%%
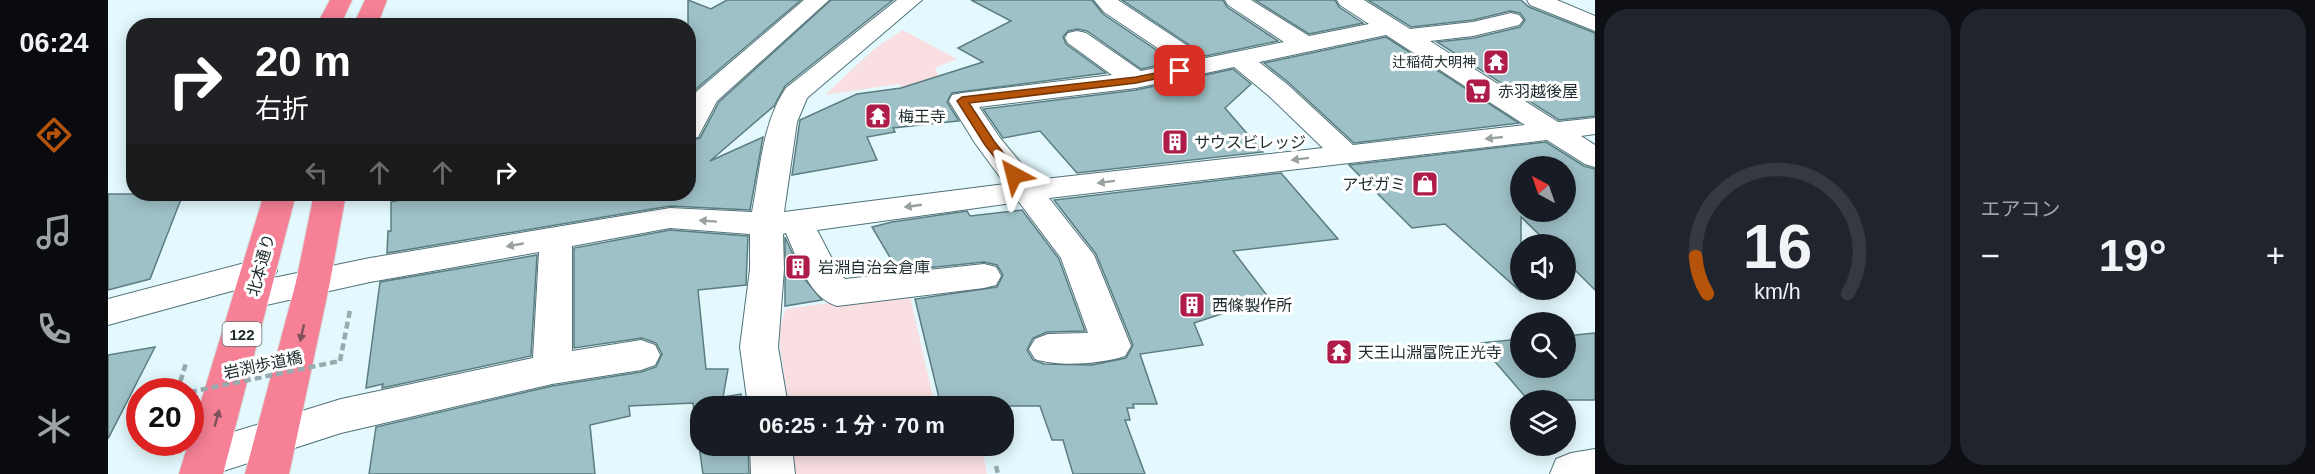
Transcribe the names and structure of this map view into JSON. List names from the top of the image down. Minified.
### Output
%%
%%
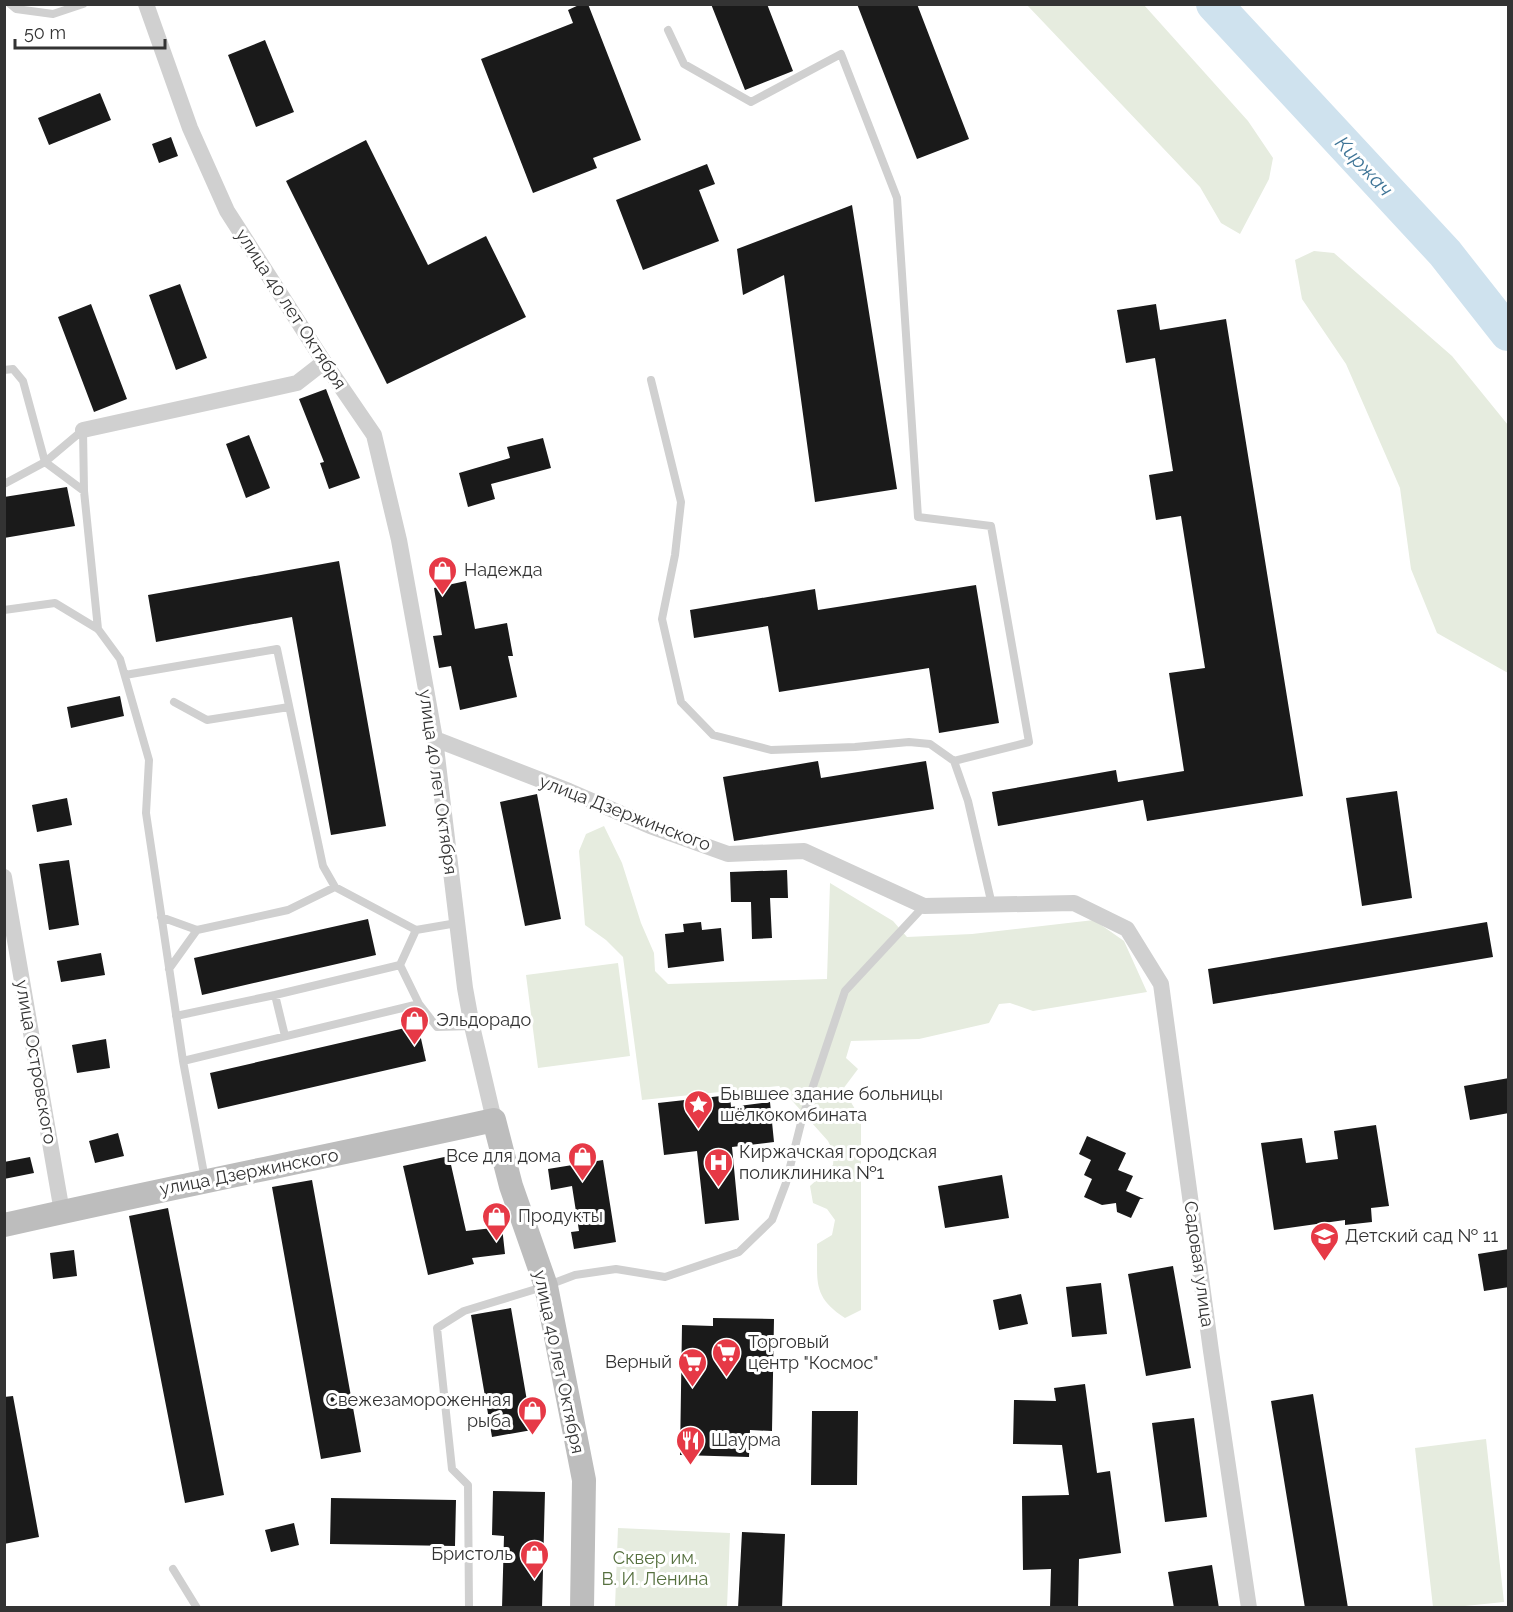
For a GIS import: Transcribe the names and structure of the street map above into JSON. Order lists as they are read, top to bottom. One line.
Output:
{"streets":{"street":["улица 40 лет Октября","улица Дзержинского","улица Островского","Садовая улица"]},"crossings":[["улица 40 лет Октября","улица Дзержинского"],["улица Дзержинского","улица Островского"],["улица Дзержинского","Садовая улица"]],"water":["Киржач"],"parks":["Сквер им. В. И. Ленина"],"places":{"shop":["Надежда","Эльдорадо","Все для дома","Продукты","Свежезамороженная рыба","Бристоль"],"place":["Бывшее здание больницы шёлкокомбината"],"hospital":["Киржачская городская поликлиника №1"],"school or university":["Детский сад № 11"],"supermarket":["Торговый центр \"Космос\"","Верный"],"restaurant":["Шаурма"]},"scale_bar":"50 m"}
%%
%%
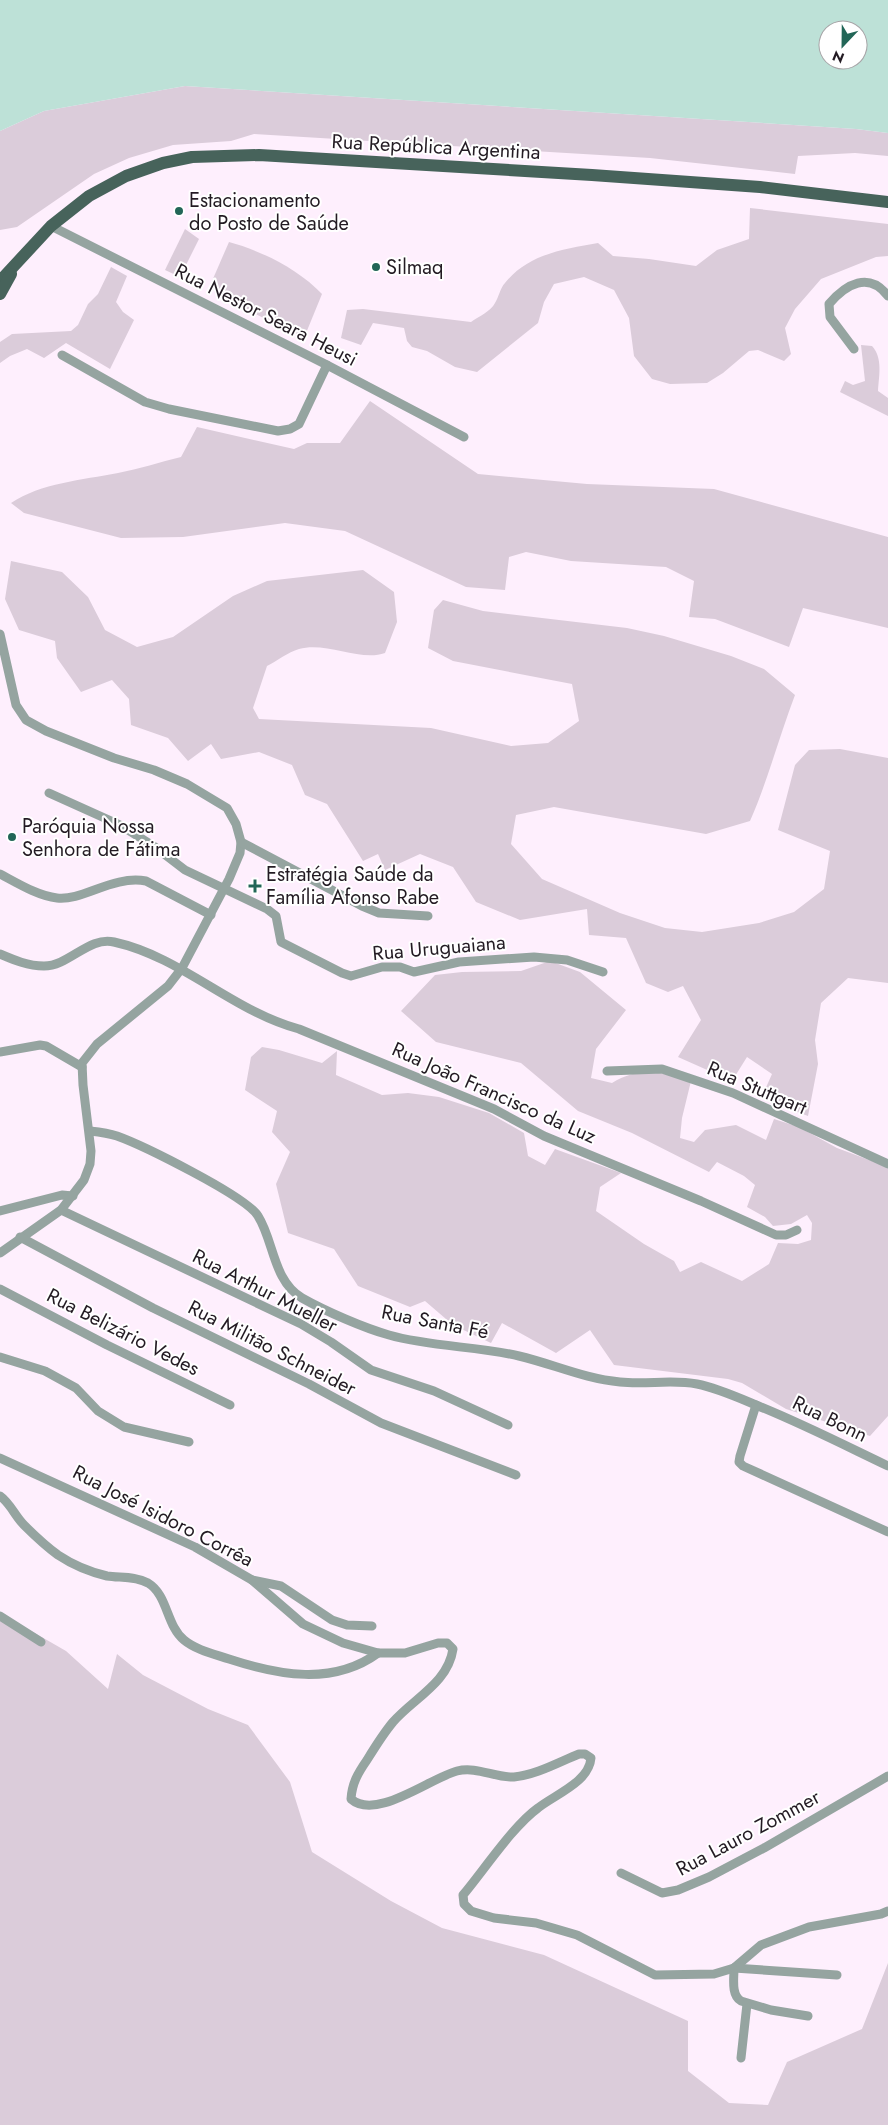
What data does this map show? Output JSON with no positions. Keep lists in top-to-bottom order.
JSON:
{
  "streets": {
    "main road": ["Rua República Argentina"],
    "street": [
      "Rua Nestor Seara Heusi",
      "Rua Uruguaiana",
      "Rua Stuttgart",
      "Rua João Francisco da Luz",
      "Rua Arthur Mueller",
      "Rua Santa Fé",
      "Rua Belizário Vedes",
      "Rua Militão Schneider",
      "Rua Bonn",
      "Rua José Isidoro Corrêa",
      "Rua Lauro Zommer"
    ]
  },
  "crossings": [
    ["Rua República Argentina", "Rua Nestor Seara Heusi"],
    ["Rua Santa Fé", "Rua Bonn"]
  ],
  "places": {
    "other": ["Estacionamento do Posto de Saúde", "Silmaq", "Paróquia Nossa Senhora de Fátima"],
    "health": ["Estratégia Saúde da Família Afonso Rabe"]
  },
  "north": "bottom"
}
%%
EXERCISE BRIEF: All lines that contain the word "names" must be copied from the records above.

RESPONSE AREA:
Transcribe the names and structure of this map view into JSON. List names from the top of the image down. Minified.
For a GIS import: Transcribe the names and structure of the street map above into JSON. Order lists as they are read, top to bottom. One line.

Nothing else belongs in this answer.